The long train, with thirteen carriages, left Mandalay under dark clouds. Soon it was lightly raining. It rained harder while we stopped at Kyaukse at 4, but soon stopped. The train arrived in Thazi before 6 and I walked through the puddle filled streets to the little hotel where I had stayed three days before, and before that on Christmas Eve (plus another three times in 1994). It rained again about 8 or 9 that evening, but this time there was no monk or priest wailing on a loudspeaker all night.
The next morning at 8:50 I left Thazi on the train, another long one, that had left Mandalay at 6. My ticket for the more than ten hour journey cost only about $6.25. It was raining as we left, but soon stopped. My upper class carriage was uncrowded and comfortable, and I enjoyed the long train journey. I noticed the train tracks crossed over a very wide road, maybe 16 or 20 lanes, at Naypyitaw, the capital. I think it is the road from the airport.

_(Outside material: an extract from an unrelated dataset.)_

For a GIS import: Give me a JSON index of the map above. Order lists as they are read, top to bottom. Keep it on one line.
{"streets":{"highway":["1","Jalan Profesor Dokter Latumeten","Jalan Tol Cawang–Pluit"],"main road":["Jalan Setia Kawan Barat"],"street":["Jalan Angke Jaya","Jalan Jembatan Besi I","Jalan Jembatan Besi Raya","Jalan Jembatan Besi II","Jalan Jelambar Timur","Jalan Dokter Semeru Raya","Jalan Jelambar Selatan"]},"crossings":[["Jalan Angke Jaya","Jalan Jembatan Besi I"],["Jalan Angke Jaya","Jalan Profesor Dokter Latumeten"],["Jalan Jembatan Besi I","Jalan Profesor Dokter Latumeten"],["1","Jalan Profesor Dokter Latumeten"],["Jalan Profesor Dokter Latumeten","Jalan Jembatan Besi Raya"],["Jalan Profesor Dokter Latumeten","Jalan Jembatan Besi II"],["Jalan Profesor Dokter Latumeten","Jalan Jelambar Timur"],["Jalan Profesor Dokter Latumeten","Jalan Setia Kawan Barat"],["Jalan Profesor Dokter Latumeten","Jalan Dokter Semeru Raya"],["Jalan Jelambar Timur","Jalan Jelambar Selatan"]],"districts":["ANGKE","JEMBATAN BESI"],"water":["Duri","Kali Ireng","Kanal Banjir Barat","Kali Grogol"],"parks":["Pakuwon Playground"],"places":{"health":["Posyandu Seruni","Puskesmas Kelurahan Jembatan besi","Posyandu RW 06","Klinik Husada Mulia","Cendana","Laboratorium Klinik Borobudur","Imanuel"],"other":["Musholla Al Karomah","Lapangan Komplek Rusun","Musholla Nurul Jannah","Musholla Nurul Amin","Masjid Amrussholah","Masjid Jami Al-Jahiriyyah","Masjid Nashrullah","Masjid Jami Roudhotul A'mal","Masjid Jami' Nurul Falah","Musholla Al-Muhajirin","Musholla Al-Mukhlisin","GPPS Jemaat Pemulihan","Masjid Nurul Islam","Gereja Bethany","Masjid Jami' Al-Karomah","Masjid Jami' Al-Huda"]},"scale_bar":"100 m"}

The sun came out in the afternoon, a welcome sight after four days of cloudy skies. The countryside became greener as we headed south, with lots of vegetables and even some newly growing rice. In several southern towns there were enormous dilapidated wooden warehouses, often several of them, near the tracks. They looked empty, with ugly rusted metal roofs. I suppose they once held rice and other commodities. They must have been much nicer with tile or thatch roofs.
The sun disappeared into clouds over the horizon about 5:30 and it got dark between 6 and 6:30. I got off the train not at Yangon, where it was scheduled to arrive at 9, but at Bago, where it arrived just after 7, only a few minutes late after a thirteen hour journey from Mandalay. Just before reaching the station, I could see Bago's golden Shwemawdaw Pagoda, the tallest in Burma at 376 feet, all lit up. I checked into a decent hotel I had stayed in during my 2013-2014 trip to Burma and had my first cold shower in a while, bearable at Bago's low elevation and latitude.
It was cloudy the next morning until about 10. I wandered through Bago's interesting streetside market and spotted several whole ducks, plucked and with slit throats, on sale. I left Bago at 10:45 on a slow train coming all the way from Shwenyaung, north of Inle Lake. In fact, this is the same train that travels from Kalaw to Thazi. There were few passengers. Traveling very slowly once it reached Yangon, it took two and a half hours from Bago to Yangon's big train station.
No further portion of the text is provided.